I think back to the first year of my daughter's life and how much I struggled emotionally. I was newly diagnosed, a new mom, and looking back I know I suffered with either postpartum depression, postpartum anxiety, or both. I was terrified to ask anyone for help. I was afraid that I would be seen as a bad mother, that I couldn't handle it. My emotional state even left me thinking if i said something, they would take me away from my daughter.

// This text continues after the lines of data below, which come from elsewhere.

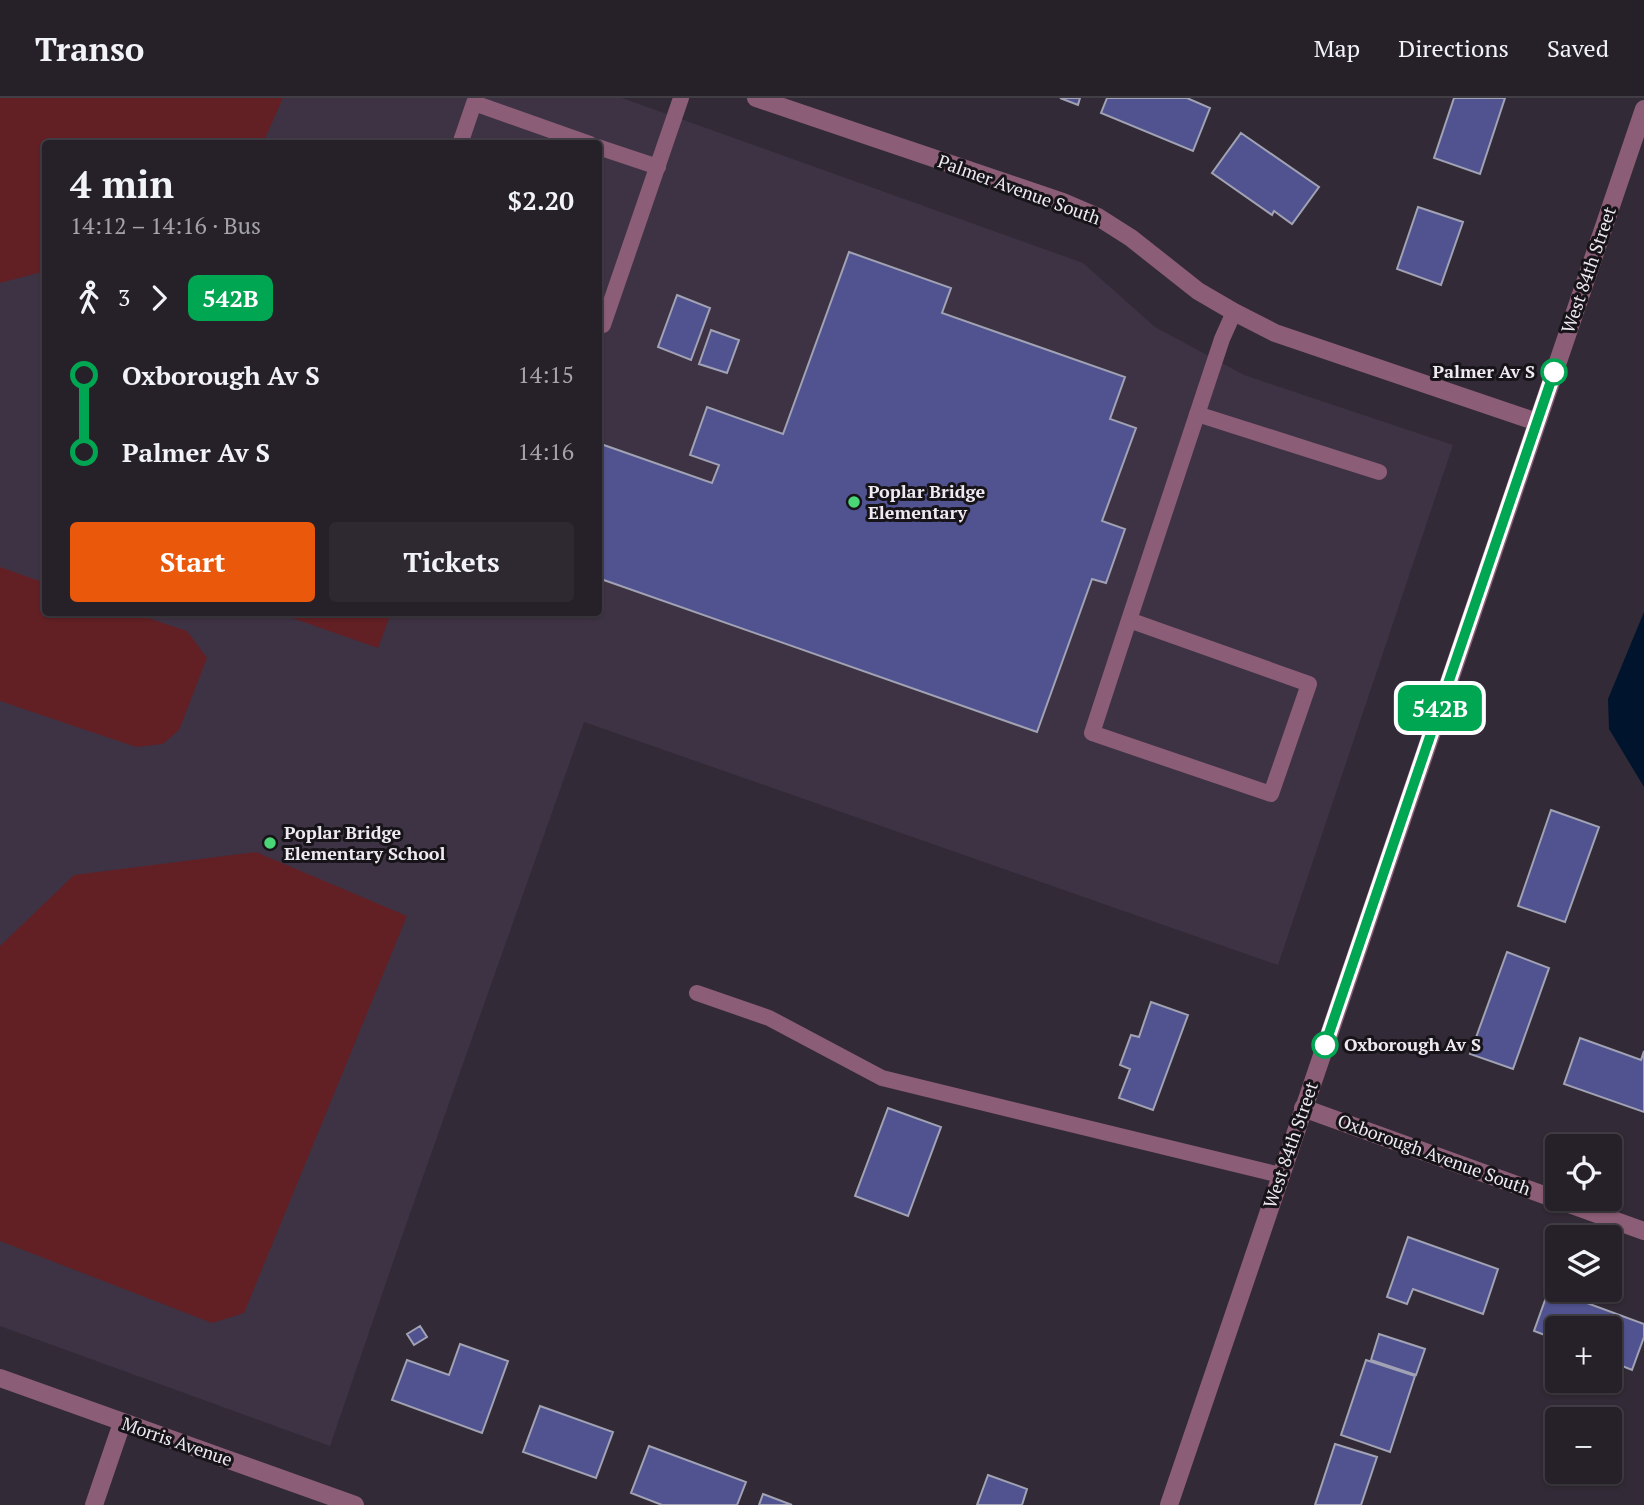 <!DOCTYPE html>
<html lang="en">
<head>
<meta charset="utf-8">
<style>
  body { margin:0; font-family:"PT Serif",serif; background:#2e2830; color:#f1f3f6; height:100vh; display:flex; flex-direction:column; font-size:26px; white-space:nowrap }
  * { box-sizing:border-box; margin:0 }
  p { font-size:23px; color:#a4a3a8 }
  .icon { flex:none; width:38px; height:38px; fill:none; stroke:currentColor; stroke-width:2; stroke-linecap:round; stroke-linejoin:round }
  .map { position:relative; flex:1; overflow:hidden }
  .details { position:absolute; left:42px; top:42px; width:560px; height:476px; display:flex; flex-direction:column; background:#262028; border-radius:7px; box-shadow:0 2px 5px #0004,0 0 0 2px #423e45 }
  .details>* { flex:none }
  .badge { padding:0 14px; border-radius:10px; font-size:24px; line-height:46px }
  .fabs { position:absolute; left:1545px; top:1036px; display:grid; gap:14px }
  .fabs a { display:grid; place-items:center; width:77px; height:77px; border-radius:7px; background:#262028; box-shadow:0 2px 5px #0004,0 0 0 2px #423e45; font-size:35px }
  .map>.badge { position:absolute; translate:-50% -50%; box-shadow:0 0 0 4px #fff }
  .legs { display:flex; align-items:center; gap:10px; height:77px; padding:0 28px; font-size:23px }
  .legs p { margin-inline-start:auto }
  .head { display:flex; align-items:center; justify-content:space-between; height:119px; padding:0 28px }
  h1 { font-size:38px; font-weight:700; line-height:52px }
  .action { display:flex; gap:14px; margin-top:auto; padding:14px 28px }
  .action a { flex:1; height:80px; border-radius:7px; background:#ea580c; color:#fff; font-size:28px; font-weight:700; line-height:80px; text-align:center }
  .action a+a { background:#2e2830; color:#f1f3f6 }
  ul { padding:0 28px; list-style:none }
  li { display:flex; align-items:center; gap:24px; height:77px; font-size:26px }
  li i { display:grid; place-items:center; width:10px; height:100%; margin:0 9px; background:currentColor }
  li i::after { content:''; width:18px; height:18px; margin:-9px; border:5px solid; border-radius:50%; background:#262028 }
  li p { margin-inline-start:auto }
  li:first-child i { background:linear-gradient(#0000 50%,currentColor 0) }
  li:last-child i { background:linear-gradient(currentColor 50%,#0000 0) }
  header { display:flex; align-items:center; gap:42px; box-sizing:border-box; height:98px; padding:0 35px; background:#262028; border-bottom:2px solid #423e45 }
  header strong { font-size:33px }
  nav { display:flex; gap:38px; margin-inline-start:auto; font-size:24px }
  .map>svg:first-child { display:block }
  .built { fill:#3e3344; fill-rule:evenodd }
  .green { fill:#622025 }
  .water { fill:#00152d }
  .building { fill:#515390; stroke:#a1a2b3; stroke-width:2 }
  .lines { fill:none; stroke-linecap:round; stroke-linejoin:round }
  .service { stroke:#8c5d76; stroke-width:16 }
  .minor { stroke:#8c5d76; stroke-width:18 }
  .tertiary { stroke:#8c5d76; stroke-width:18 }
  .line-1-casing { stroke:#fff; stroke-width:16 }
  .line-1 { stroke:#00a651; stroke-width:10 }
  .stop-1-dot { fill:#fff; stroke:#00a651; stroke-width:3.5 }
  .poi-dot { fill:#4ad677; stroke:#171419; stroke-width:2.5 }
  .labels { text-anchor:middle; stroke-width:6; stroke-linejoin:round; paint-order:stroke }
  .street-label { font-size:18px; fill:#efeaf2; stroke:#171419 }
  .stop-label { font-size:18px; font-weight:bold; fill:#efeaf2; stroke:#171419; text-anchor:end }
  .poi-label { font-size:18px; font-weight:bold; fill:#efeaf2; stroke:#171419; text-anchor:start }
</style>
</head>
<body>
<header>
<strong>Transo</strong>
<nav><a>Map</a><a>Directions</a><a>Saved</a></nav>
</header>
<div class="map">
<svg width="1644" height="1407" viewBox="0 0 1644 1407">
  <rect width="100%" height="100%" fill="#322a36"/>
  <path class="built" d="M0 0H622L1083 165 1155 229 1244 277 1453 347 1278 867 584 624 402 1138 330 1348 0 1228ZM46 46H598V514H46Z"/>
  <path class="green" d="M0 0H283L263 45 46 46 45 173 0 185Z
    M0 469 45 485 46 514 133 515 187 533 207 560 179 632 163 646 136 649 0 603Z
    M294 515V514L391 515 378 550 292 520Z
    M256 754 407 818 244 1215 212 1225 0 1143V848L74 777Z"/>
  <path class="water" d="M1644 514V689L1609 631 1608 601Z"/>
  <path class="building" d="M1060 0H1080L1078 7Z
    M1107 0H1187L1210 10 1193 53 1101 15Z
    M1454 0H1505L1480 76 1434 60Z
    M1241 35 1319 89 1292 126 1274 113 1272 117 1212 75Z
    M1418 109 1463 124 1441 187 1397 171Z
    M849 154 951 190 942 215 1125 279 1110 321 1136 330 1102 423 1125 431 1106 485 1092 481 1037 634 598 480V345L712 385 719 367 690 357 707 309 783 336Z
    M677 197 710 210 691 262 658 249Z
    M711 232 739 242 727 275 699 266Z
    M1551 712 1599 729 1565 824 1518 808Z
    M1507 854 1549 870 1513 971 1470 956Z
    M1151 904 1188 917 1153 1012 1119 1000 1130 971 1120 967 1131 937 1139 939Z
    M1580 940 1641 962 1644 953V1014L1564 986Z
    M888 1010 941 1029 908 1118 855 1098Z
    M1408 1139 1498 1171 1483 1216 1413 1191 1407 1206 1387 1199Z
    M1549 1191 1644 1226V1239L1632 1272 1610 1263V1230H1558V1242L1534 1233Z
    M420 1228 427 1239 414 1247 407 1236Z
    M1379 1236 1425 1251 1416 1277 1371 1262Z
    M460 1246 508 1263 482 1335 392 1302 407 1262 449 1277Z
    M1366 1262 1415 1278 1390 1354 1341 1337Z
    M540 1308 613 1334 596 1380 523 1354Z
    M1335 1346 1377 1359 1361 1407H1315Z
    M649 1348 746 1384 737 1407H662L631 1395Z
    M988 1377 1027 1391 1022 1407H977Z
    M763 1396 792 1407H759Z"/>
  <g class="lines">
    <path class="service" d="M460 46 474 5 590 46
      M598 49 658 69
      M598 226 603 227 681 0
      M1197 316 1379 374
      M1129 522 1092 635 1271 696 1309 586 1129 522 1222 241 1234 214
      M697 895 769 920 882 980 1280 1077"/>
    <path class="minor" d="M756 0 1063 104 1098 119 1131 140 1198 193 1234 214 1275 235 1537 324
      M1303 1010 1644 1133
      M0 1280 355 1407
      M94 1407 122 1325"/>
    <path class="tertiary" d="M1169 1407 1644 11"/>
  </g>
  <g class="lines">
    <defs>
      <path id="line-1" d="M1325 947 1554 274"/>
    </defs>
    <use href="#line-1" class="line-1-casing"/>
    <use href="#line-1" class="line-1"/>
  </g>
  <g class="stop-1-dot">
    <circle cx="1554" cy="274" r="12"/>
    <circle cx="1325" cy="947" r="12"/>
  </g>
  <g class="poi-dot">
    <circle cx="854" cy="404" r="7"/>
    <circle cx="270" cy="745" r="7"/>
  </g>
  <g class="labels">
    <g class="street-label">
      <text transform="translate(1019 92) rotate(20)" y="6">Palmer Avenue South</text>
      <text transform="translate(1589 172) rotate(-71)" y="6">West 84th Street</text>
      <text transform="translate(1291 1047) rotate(-71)" y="6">West 84th Street</text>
      <text transform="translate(1434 1057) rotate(20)" y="6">Oxborough Avenue South</text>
      <text transform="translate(177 1344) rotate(19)" y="6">Morris Avenue</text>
    </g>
    <g class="stop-label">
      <text x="1535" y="280">Palmer Av S</text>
      <text x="1344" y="953" text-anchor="start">Oxborough Av S</text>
    </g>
    <g class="poi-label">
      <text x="868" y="400">Poplar Bridge<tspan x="868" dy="21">Elementary</tspan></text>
      <text x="284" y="741">Poplar Bridge<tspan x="284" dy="21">Elementary School</tspan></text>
    </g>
  </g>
</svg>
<div class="fabs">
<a><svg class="icon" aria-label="locate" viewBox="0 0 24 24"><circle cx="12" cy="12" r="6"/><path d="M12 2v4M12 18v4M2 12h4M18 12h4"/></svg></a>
<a><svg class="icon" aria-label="layers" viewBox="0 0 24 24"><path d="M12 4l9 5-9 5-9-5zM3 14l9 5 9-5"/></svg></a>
<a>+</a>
<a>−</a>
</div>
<b class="badge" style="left:1440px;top:610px;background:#00a651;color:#fff">542B</b>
<section class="details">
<div class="head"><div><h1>4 min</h1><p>14:12 – 14:16 · Bus</p></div><b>$2.20</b></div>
<div class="legs"><svg class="icon" aria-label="walk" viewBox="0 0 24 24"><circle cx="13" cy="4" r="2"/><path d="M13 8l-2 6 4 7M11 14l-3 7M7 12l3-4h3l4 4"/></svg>3<svg class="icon" aria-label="forward" viewBox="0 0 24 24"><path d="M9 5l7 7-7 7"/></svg><b class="badge" style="background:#00a651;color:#fff">542B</b></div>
<ul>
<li><i style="color:#00a651"></i><b>Oxborough Av S</b><p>14:15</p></li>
<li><i style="color:#00a651"></i><b>Palmer Av S</b><p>14:16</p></li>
</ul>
<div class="action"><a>Start</a><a>Tickets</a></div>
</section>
</div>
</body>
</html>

Sometimes I think of how different that first year could have been had I received more support from my medical provider. If I had been pointed in the direction of a support group, if I had been assigned a peer navigator, someone who KNEW firsthand what I was going through, would my experience have been different? Would I have been able to cope better? I think so, but I'm also pretty proud of myself for coming out of that dark place on my own. I want to help other women who are going through the same situation or similar to know that they can and will get through it. That we are our best advocates and we deserve the best care, just as anyone else. That our status does not define us nor is it the end. For me, my status was a new beginning. Along with being a new mom, this experience made me look inward and really examine myself over the years and what led me to that point where I was told I have HIV. I've been determined ever since to live a grateful, healthy, happy life for myself and my family.